- _Brief_
Print every line below exactly. Skip the pictures.

- _Source material_
%%

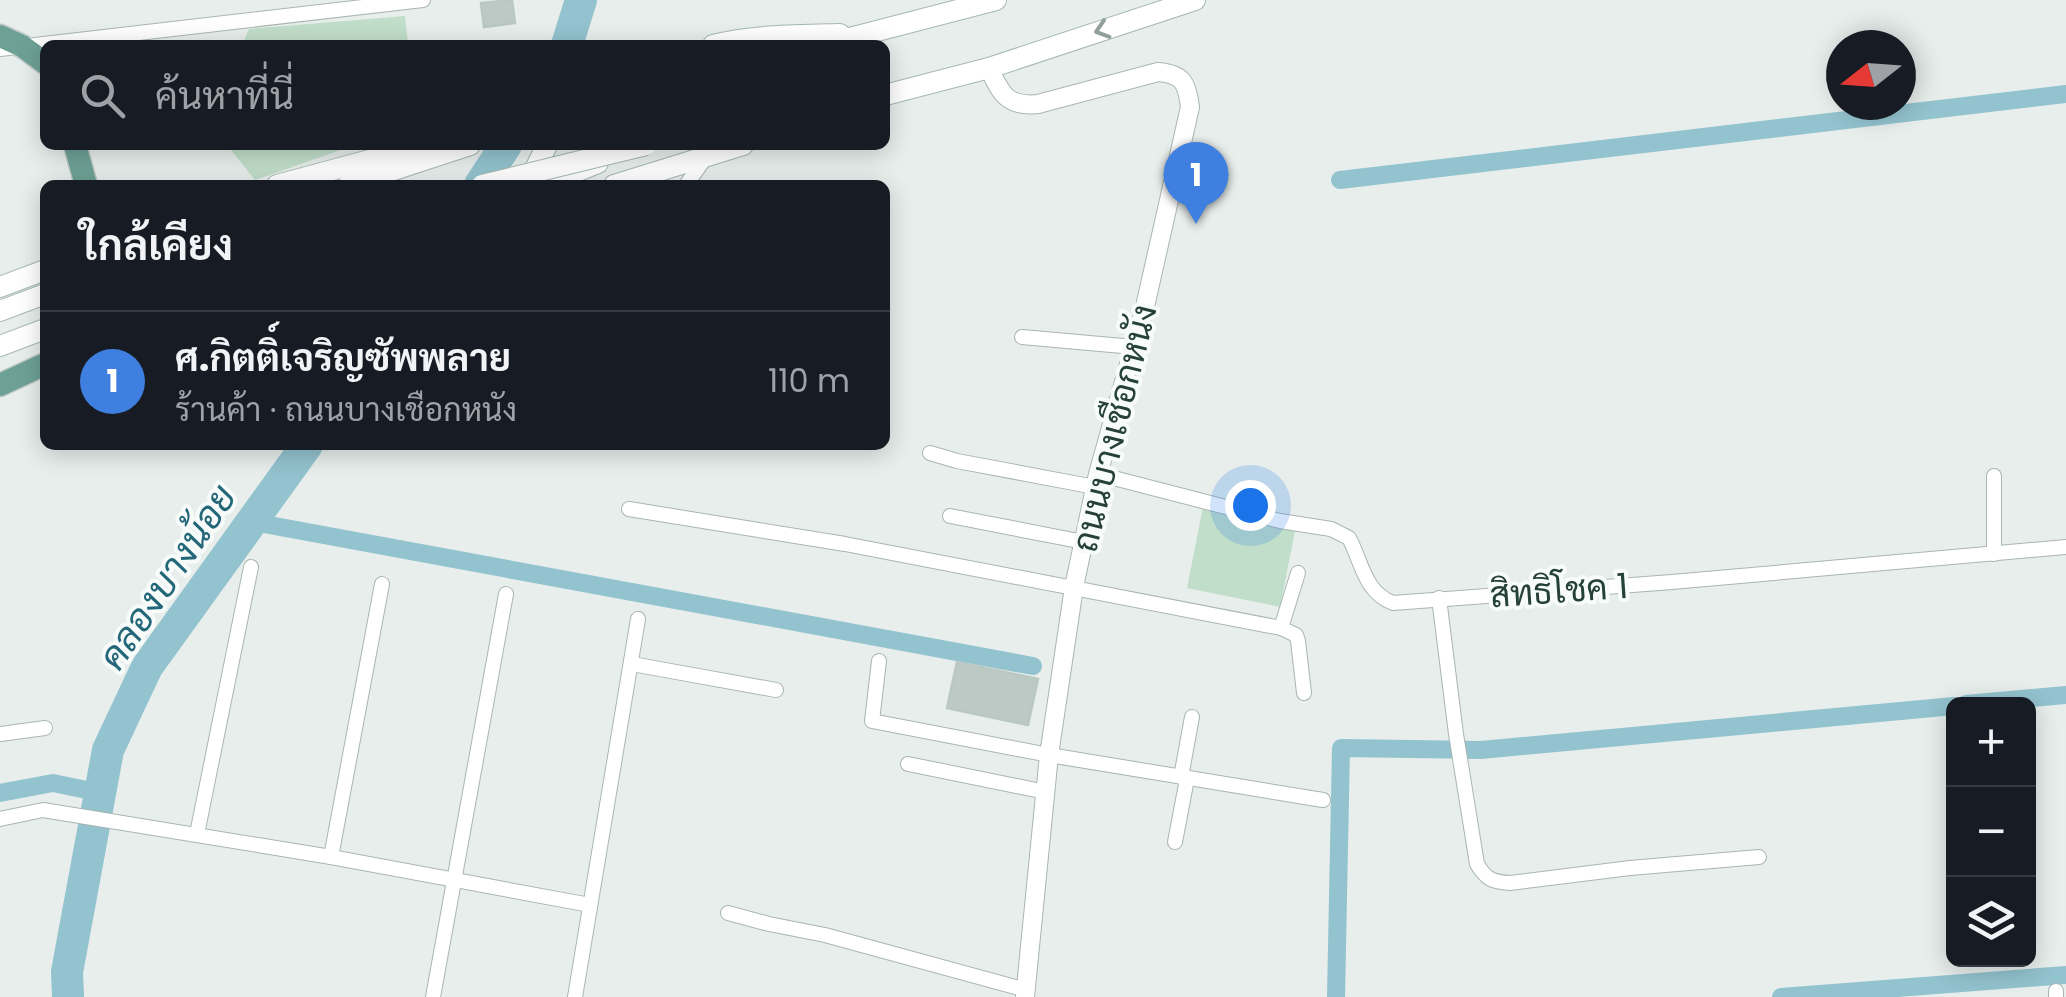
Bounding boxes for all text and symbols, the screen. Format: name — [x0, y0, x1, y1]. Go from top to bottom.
one-way arrow — [1095, 19, 1112, 39]
north arrow — [1826, 30, 1916, 120]
search box — [40, 40, 890, 150]
icon: search — [75, 68, 130, 123]
text: ค้นหาที่นี่ — [155, 69, 294, 122]
pin: 1 — [1164, 142, 1228, 224]
text: ใกล้เคียง — [80, 216, 233, 275]
street label: ถนนบางเชือกหนัง — [1060, 299, 1168, 557]
text: ศ.กิตติ์เจริญซัพพลาย — [175, 331, 511, 384]
text: 1 — [106, 358, 119, 403]
text: 110 m — [768, 358, 850, 403]
text: ร้านค้า · ถนนบางเชือกหนัง — [175, 387, 517, 432]
water label: คลองบางน้อย — [85, 474, 249, 680]
your location — [1225, 480, 1276, 531]
street label: สิทธิโชค 1 — [1488, 561, 1630, 619]
map controls — [1946, 697, 2036, 967]
button: + — [1946, 697, 2036, 787]
button: − — [1946, 787, 2036, 877]
button: layers — [1946, 877, 2036, 967]

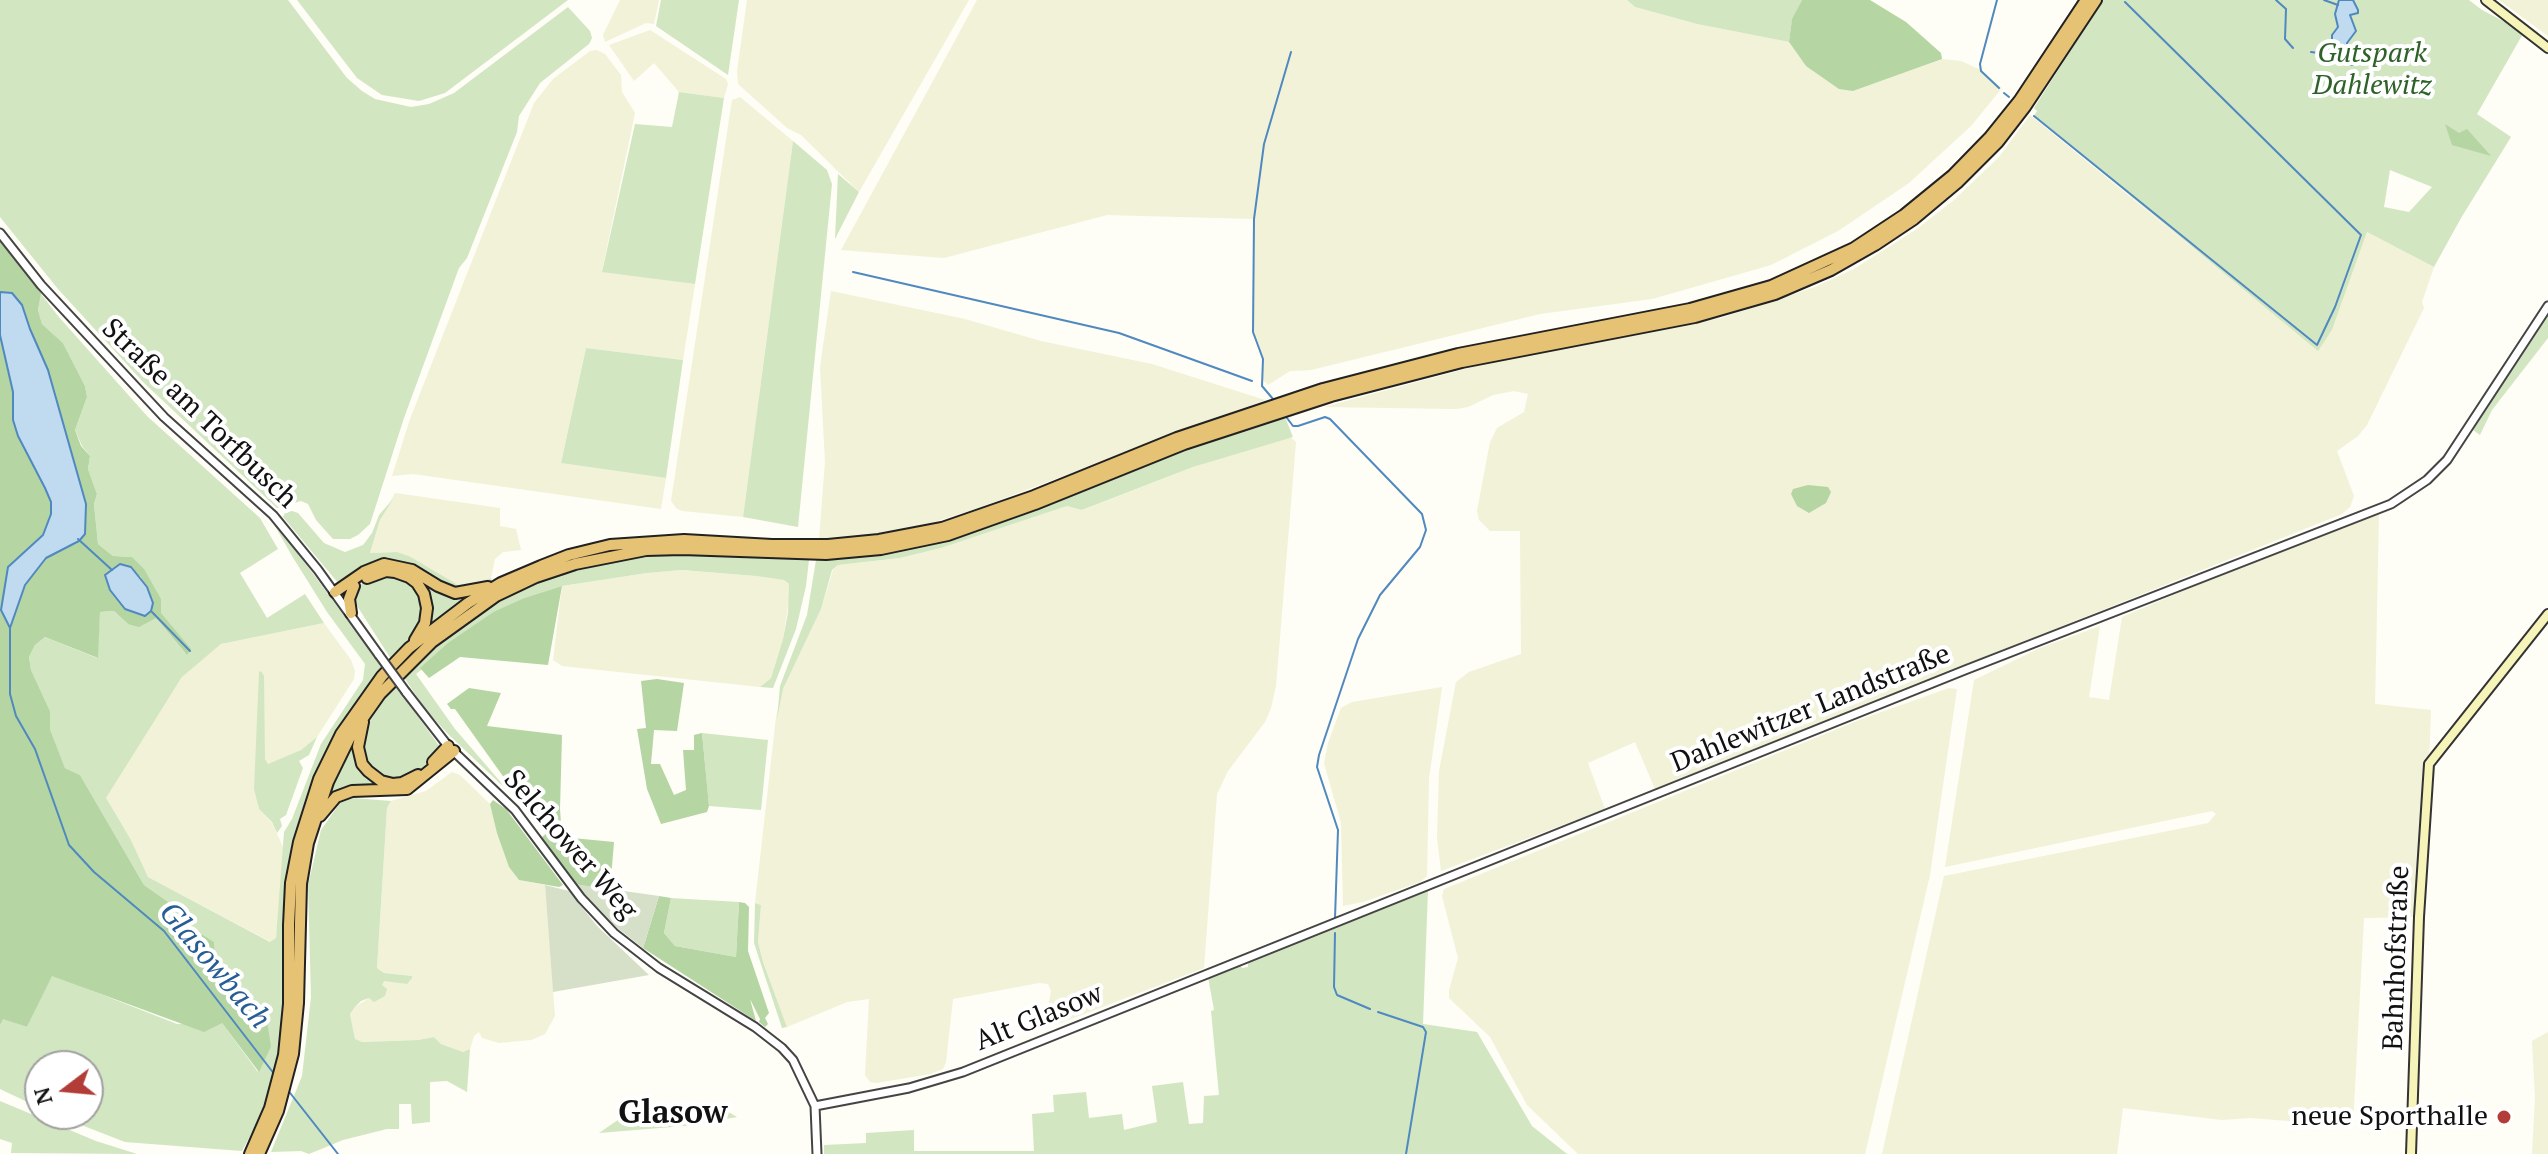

%%

- _Exercise answer_
Bounding boxes for all text and symbols, the screen. Format: name — [x0, y0, x1, y1]. Go from top to bottom.
one-way arrow — [1095, 19, 1112, 39]
north arrow — [1826, 30, 1916, 120]
search box — [40, 40, 890, 150]
icon: search — [75, 68, 130, 123]
text: ค้นหาที่นี่ — [155, 69, 294, 122]
pin: 1 — [1164, 142, 1228, 224]
text: ใกล้เคียง — [80, 216, 233, 275]
street label: ถนนบางเชือกหนัง — [1060, 299, 1168, 557]
text: ศ.กิตติ์เจริญซัพพลาย — [175, 331, 511, 384]
text: 1 — [106, 358, 119, 403]
text: 110 m — [768, 358, 850, 403]
text: ร้านค้า · ถนนบางเชือกหนัง — [175, 387, 517, 432]
water label: คลองบางน้อย — [85, 474, 249, 680]
your location — [1225, 480, 1276, 531]
street label: สิทธิโชค 1 — [1488, 561, 1630, 619]
map controls — [1946, 697, 2036, 967]
button: + — [1946, 697, 2036, 787]
button: − — [1946, 787, 2036, 877]
button: layers — [1946, 877, 2036, 967]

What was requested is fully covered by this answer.